Task instructions:
Find and copy the lines in the records beneath this task that contain the word "strokeStyle".

Listed records:
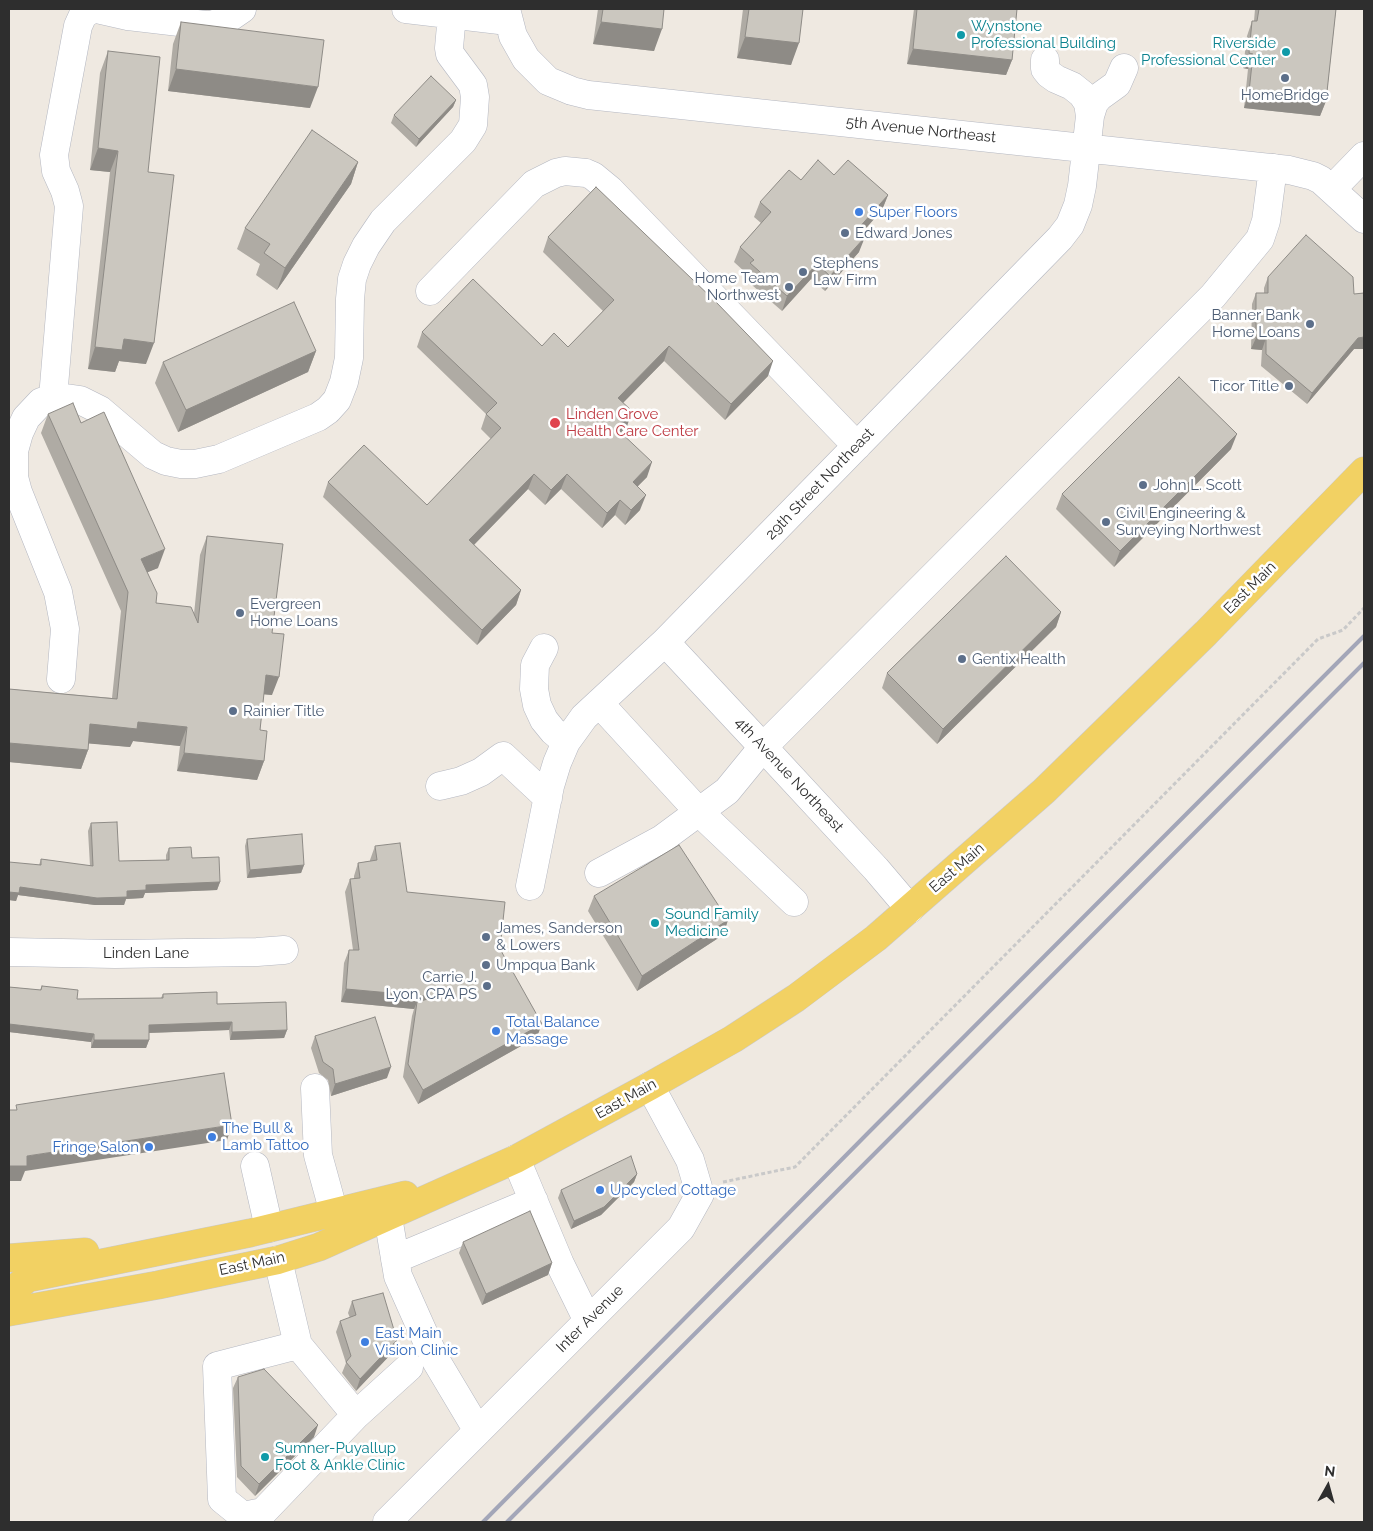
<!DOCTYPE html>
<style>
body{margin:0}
#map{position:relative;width:1373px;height:1531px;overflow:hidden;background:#efe9e1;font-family:Raleway,sans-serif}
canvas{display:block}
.frame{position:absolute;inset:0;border:10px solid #2e2e2e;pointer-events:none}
.north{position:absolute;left:1303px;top:1461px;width:50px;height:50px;-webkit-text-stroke:4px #fff;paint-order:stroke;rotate:7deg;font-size:14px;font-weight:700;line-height:20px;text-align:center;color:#2e2e2e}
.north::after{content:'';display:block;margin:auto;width:18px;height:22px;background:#2e2e2e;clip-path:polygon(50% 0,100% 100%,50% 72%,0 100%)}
</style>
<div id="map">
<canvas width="1373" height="1531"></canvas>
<div class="frame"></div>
<div class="north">N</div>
</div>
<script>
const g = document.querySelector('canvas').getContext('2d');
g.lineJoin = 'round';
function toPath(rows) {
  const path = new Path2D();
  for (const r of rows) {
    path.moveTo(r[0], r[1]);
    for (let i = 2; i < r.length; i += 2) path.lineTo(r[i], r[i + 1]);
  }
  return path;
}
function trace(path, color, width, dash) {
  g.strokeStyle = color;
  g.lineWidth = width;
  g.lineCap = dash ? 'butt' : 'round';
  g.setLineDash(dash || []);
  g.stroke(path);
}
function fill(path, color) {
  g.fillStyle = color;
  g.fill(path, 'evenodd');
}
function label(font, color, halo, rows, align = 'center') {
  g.font = font + ' Raleway,sans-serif';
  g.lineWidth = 5;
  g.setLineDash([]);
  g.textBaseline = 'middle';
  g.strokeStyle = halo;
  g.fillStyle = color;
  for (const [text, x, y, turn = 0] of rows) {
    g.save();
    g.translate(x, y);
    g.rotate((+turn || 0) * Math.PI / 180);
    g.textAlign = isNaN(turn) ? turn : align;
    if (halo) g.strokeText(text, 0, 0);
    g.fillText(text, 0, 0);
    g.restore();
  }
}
const minor = toPath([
 [97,9,128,16,205,25,211,25,226,20,242,9],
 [406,9,508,21],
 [506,9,513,36,526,59,548,81,572,91,588,95,1289,170,1313,176,1321,180,1364,219],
 [1045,60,1045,69,1049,74,1056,79,1072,86,1082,94,1088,103,1090,116],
 [1332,189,1364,156],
 [430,291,534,184,556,173,565,171,586,173,593,176,610,190,857,446],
 [53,398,69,206,65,191,56,171,54,155,78,26,83,15,92,9],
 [665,642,763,747,876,869,910,909],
 [544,648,535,665,534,689,537,705,544,720,553,731,566,742],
 [61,679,65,629,58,592,18,492,14,477,14,451,19,433,26,418,41,402,53,398,66,398,80,400,100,410,153,455,166,461,181,464,195,464,219,459,318,417,328,410,337,400,344,382,349,358,350,299,352,279,357,264,366,246,383,221,463,141,473,125,475,97,473,85,450,54,449,48,452,14],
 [599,703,699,812,794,902],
 [440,786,461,781,481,772,503,756,548,798],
 [599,873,662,839,727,791,763,747,1213,296,1260,239,1266,221,1273,168],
 [530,886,550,786,557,763,566,742,574,731,584,717,665,642,1060,238,1070,225,1078,205,1082,186,1090,116,1094,103,1099,97,1117,84,1124,68],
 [9,952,115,954,257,952,284,950],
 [315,1088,318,1155,334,1213],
 [516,1159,560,1264,588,1321],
 [255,1166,269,1228],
 [388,1217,398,1276,435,1359,478,1431],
 [395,1259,534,1201],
 [278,1260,298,1345,356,1415,263,1512,243,1516,222,1499,217,1366,298,1345],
 [356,1415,409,1367],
 [387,1522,681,1228,700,1194,690,1160,650,1086]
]);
const major = toPath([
 [9,1258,85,1252],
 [9,1297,14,1289,28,1278,250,1233,405,1195],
 [9,1312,158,1285,278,1260,319,1247,516,1159,650,1086,733,1039,796,998,876,938,1044,791,1206,633,1364,471]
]);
trace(minor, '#b4b7c1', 29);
trace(major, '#c9c9c9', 29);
trace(toPath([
 [723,1182,795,1167,1318,639,1343,630,1364,608]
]), '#c9c9c9', 3, [4, 2.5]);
trace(minor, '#fff', 28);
trace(major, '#f2d163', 28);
trace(toPath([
 [483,1522,870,1131,1364,636],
 [507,1522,1364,663]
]), '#a3a6b8', 4);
fill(toPath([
 [598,9,664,9,654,51,593,44],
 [743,9,803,9,791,65,737,58],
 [914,9,1017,9,1012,60,1006,75,907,64],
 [1255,9,1336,9,1326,101,1320,116,1244,108,1248,69,1243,68,1247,36,1252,21,1254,21],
 [181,22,310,108,168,91,173,44],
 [108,51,148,172,146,364,119,361,115,372,88,369,110,172,90,170,100,73],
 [456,100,453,107,416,147,391,123,394,115],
 [358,162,351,184,277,290,256,275,260,264,237,249,245,228],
 [834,175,888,195,882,210,861,234,859,252,825,291,811,279,782,311,745,279,746,273,734,262,740,247,761,223,754,217,760,202,801,180],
 [548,237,768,376,725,420,664,361,623,403,632,411,627,426,621,432,647,477,637,487,640,510,625,525,615,515,602,528,561,489,545,505,528,489,474,545,521,590,516,605,477,645,323,497,328,482,427,505,491,439,481,429,486,414,417,347,422,332,542,346,568,347,603,311,543,252],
 [1268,277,1354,294,1363,349,1354,349,1307,404,1261,366,1262,350,1251,349,1252,304,1256,293,1264,293,1264,288],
 [316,351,308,372,178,432,155,383,163,362],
 [48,414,81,423,158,568,147,572,156,603,194,614,200,555,207,536,272,633,272,695,264,694,260,730,264,761,257,780,177,771,180,746,133,741,130,747,88,743,88,750,81,769,9,762,9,689,112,698,121,611,41,433],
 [1231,449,1114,567,1056,509,1062,494],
 [1061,612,1056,627,937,744,882,688,887,673],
 [91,823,119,861,166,860,166,855,169,848,192,858,220,882,217,890,145,893,143,898,126,899,124,905,95,905,18,895,16,901,9,900,39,865,41,859,90,866,88,831],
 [247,839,304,865,301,873,247,878,245,846],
 [375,846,407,892,500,949,537,1037,418,1104,403,1077,412,1016,414,1009,341,1002,344,963,349,950,353,950,345,892,350,879,354,879,354,876,358,863,370,861,370,860],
 [594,896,728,920,723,935,637,991,588,911],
 [42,986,77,999,161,998,163,994,217,1004,287,1030,284,1038,230,1040,229,1030,149,1033,149,1040,146,1048,91,1048,91,1042,9,1032,9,987,40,990],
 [315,1036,387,1078,331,1096,328,1080,319,1073,311,1048],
 [637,1174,634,1182,601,1215,571,1229,558,1198,561,1190],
 [463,1242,552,1263,548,1275,482,1305,459,1253],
 [352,1301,397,1340,393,1352,356,1391,342,1373,346,1363,336,1332,340,1321,350,1318,348,1313],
 [238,1377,314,1437,255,1496,237,1477,233,1388]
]), '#afaba4');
fill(toPath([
 [601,22,662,29,654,51,593,44],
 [745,37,799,43,791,65,737,58],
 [913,49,1012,60,1006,75,907,64],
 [1249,53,1253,54,1248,69,1243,68],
 [176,69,318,87,310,108,168,91],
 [1249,92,1326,101,1320,116,1244,108],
 [456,100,453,107,416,147,419,139],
 [98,148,118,151,110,172,90,170],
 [358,162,351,184,277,290,285,268],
 [888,195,882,210,851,245,857,230],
 [865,237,859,252,825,291,830,276],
 [817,264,811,279,782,311,787,296],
 [1364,337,1364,345,1363,349,1354,349,1307,404,1312,393,1358,338],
 [1256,338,1266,338,1262,350,1251,349],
 [124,339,154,343,146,364,119,361,115,372,88,369,95,347],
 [669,346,664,361,613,413,618,398],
 [316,351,308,372,178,432,186,410],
 [773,361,768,376,725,420,731,404],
 [632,411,627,426,611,443,616,428],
 [1237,434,1231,449,1114,567,1120,551],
 [652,462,647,477,627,497,633,482],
 [534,474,528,489,464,555,469,540],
 [567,474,561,489,545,505,551,490],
 [646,495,640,510,625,525,631,510],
 [620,500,615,515,602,528,607,513],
 [165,549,158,568,134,578,141,559],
 [521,590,516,605,477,645,482,630],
 [1061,612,1056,627,937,744,943,729],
 [266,675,279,677,272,695,259,694],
 [138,722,187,727,180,746,133,741,130,747,83,743,90,724],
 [9,743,88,750,81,769,9,762],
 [184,753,264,761,257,780,177,771],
 [304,865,301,873,247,878,250,870],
 [220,882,217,890,145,893,143,898,126,899,124,905,95,905,18,895,16,901,9,900,9,892,20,887,127,891,146,885],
 [728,920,723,935,637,991,642,976],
 [346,989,435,997,417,1002,414,1009,341,1002],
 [232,1022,229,1030,146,1033,149,1025],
 [9,1024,94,1034,91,1042,9,1032],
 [542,1024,537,1037,418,1104,423,1090],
 [287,1030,284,1038,230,1040,232,1032],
 [94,1040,149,1040,146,1048,91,1048],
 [391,1067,387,1078,331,1096,335,1084],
 [232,1125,227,1140,25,1171,21,1181,9,1181,9,1166,27,1156],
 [637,1174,634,1182,601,1215,571,1229,574,1221],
 [552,1263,548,1275,482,1305,486,1294],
 [397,1340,393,1352,356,1391,360,1379],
 [318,1425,314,1437,255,1496,259,1484]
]), '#8e8b86');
const building = toPath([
 [603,9,664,9,662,29,601,22,603,9],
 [749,9,803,9,799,43,745,37,749,9],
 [917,9,1017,9,1012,60,913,49,917,9],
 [1259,9,1336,9,1326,101,1249,92,1253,54,1249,53,1252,21,1257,21,1259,9],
 [181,22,324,40,318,87,176,69,181,22],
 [108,51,160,57,148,172,174,175,154,343,124,339,122,350,95,347,118,151,98,148,108,51],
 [431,76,456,100,419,139,394,115,431,76],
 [312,130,358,162,285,268,264,253,270,244,245,228,312,130],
 [818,160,834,175,848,160,888,195,857,230,865,237,830,276,817,264,787,296,750,263,754,260,740,247,771,212,760,202,789,170,801,180,818,160],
 [596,187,716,302,773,361,731,404,669,346,618,398,632,411,616,428,652,462,633,482,646,495,631,510,620,500,607,513,567,474,551,490,534,474,469,540,521,590,482,630,328,482,364,445,427,505,501,428,486,414,497,403,422,332,473,279,542,346,554,333,568,347,614,300,548,237,596,187],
 [1306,235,1353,277,1354,294,1364,293,1364,337,1358,338,1312,393,1266,354,1266,338,1256,338,1256,293,1268,293,1268,277,1306,235],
 [294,302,316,351,186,410,163,362,294,302],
 [1179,377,1237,434,1120,551,1062,494,1179,377],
 [73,403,81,423,104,412,165,549,141,559,157,593,156,603,191,607,198,623,207,536,283,544,272,633,284,634,279,677,266,675,260,730,267,731,264,761,184,753,187,727,138,722,137,729,90,724,88,750,9,743,9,689,117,699,128,592,48,414,73,403],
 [1006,556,1061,612,943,729,887,673,1006,556],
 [117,822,119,861,169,860,169,848,191,847,192,858,219,857,220,882,146,885,146,890,127,891,127,897,97,898,20,887,19,893,9,892,9,862,41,865,41,859,93,866,91,823,117,822],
 [302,834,304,865,250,870,247,839,302,834],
 [400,843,407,892,505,902,500,949,542,1024,423,1090,408,1064,417,1002,435,997,346,989,349,950,359,950,350,879,360,878,358,863,377,860,375,846,400,843],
 [679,845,728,920,642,976,594,896,679,845],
 [42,986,78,990,77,999,163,998,163,994,217,992,217,1004,286,1002,287,1030,232,1032,232,1022,149,1025,149,1040,94,1040,94,1034,9,1024,9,987,41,990,42,986],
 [375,1017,391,1067,335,1084,333,1069,323,1062,315,1036,375,1017],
 [224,1073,232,1125,27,1156,27,1166,9,1166,9,1110,17,1110,16,1105,224,1073],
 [631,1156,637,1174,604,1207,574,1221,561,1190,631,1156],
 [530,1211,552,1263,486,1294,463,1242,530,1211],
 [383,1293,397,1340,360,1379,346,1362,351,1356,340,1321,356,1315,352,1301,383,1293],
 [264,1369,318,1425,259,1484,241,1466,238,1377,264,1369]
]);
fill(building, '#cbc7bf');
trace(building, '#8e8b86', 1);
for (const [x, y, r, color] of [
 [961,35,5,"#0f9aa8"],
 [1286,52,5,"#0f9aa8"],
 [1285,78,5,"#5c6f8a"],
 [859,212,5,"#3f7fe0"],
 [845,233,5,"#5c6f8a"],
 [803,272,5,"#5c6f8a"],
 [789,287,5,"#5c6f8a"],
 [1310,324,5,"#5c6f8a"],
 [1289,386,5,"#5c6f8a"],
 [555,423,6,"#e0444e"],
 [1143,485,5,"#5c6f8a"],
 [1106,522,5,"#5c6f8a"],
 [240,613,5,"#5c6f8a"],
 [962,659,5,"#5c6f8a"],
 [233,711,5,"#5c6f8a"],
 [655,923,5,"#0f9aa8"],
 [486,937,5,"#5c6f8a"],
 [486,965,5,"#5c6f8a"],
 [487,986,5,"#5c6f8a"],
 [496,1031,5,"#3f7fe0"],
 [212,1137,5,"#3f7fe0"],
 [149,1147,5,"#3f7fe0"],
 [600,1190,5,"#3f7fe0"],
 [365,1342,5,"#3f7fe0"],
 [265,1457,5,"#0f9aa8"]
]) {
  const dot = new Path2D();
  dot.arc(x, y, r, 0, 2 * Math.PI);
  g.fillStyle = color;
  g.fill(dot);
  trace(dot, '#fff', 2);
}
label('15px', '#0d838f', '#fff', [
 ["Wynstone",971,26],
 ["Professional Building",971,43],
 ["Riverside",1276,43,"right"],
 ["Professional Center",1276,60,"right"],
 ["Sound Family",665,914],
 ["Medicine",665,931],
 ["Sumner-Puyallup",275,1448],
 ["Foot & Ankle Clinic",275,1465]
], 'left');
label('15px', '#4e5e75', '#fff', [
 ["HomeBridge",1285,95,"center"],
 ["Edward Jones",855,233],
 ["Stephens",813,263],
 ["Law Firm",813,280],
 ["Home Team",779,278,"right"],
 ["Northwest",779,295,"right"],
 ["Banner Bank",1300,315,"right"],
 ["Home Loans",1300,332,"right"],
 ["Ticor Title",1279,386,"right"],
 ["John L. Scott",1153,485],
 ["Civil Engineering &",1116,513],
 ["Surveying Northwest",1116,530],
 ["Evergreen",250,604],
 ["Home Loans",250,621],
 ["Gentix Health",972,659],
 ["Rainier Title",243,711],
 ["James, Sanderson",496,928],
 ["& Lowers",496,945],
 ["Umpqua Bank",496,965],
 ["Carrie J.",477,977,"right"],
 ["Lyon, CPA PS",477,994,"right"]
], 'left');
label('15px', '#2e2e2e', '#fff', [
 ["5th Avenue Northeast",921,130,6],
 ["29th Street Northeast",820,484,-46],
 ["East Main",1250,588,-45],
 ["4th Avenue Northeast",789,775,47],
 ["East Main",957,868,-41],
 ["Linden Lane",146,953],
 ["East Main",626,1099,-29],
 ["East Main",252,1264,-12],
 ["Inter Avenue",590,1319,-45]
]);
label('15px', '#366cbe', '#fff', [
 ["Super Floors",869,212],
 ["Total Balance",506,1022],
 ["Massage",506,1039],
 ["The Bull &",222,1128],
 ["Lamb Tattoo",222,1145],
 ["Fringe Salon",139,1147,"right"],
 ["Upcycled Cottage",610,1190],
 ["East Main",375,1333],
 ["Vision Clinic",375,1350]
], 'left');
label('15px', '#be3a42', '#fff', [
 ["Linden Grove",566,414],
 ["Health Care Center",566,431]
], 'left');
</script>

Answer to this task:
  g.strokeStyle = color;
  g.strokeStyle = halo;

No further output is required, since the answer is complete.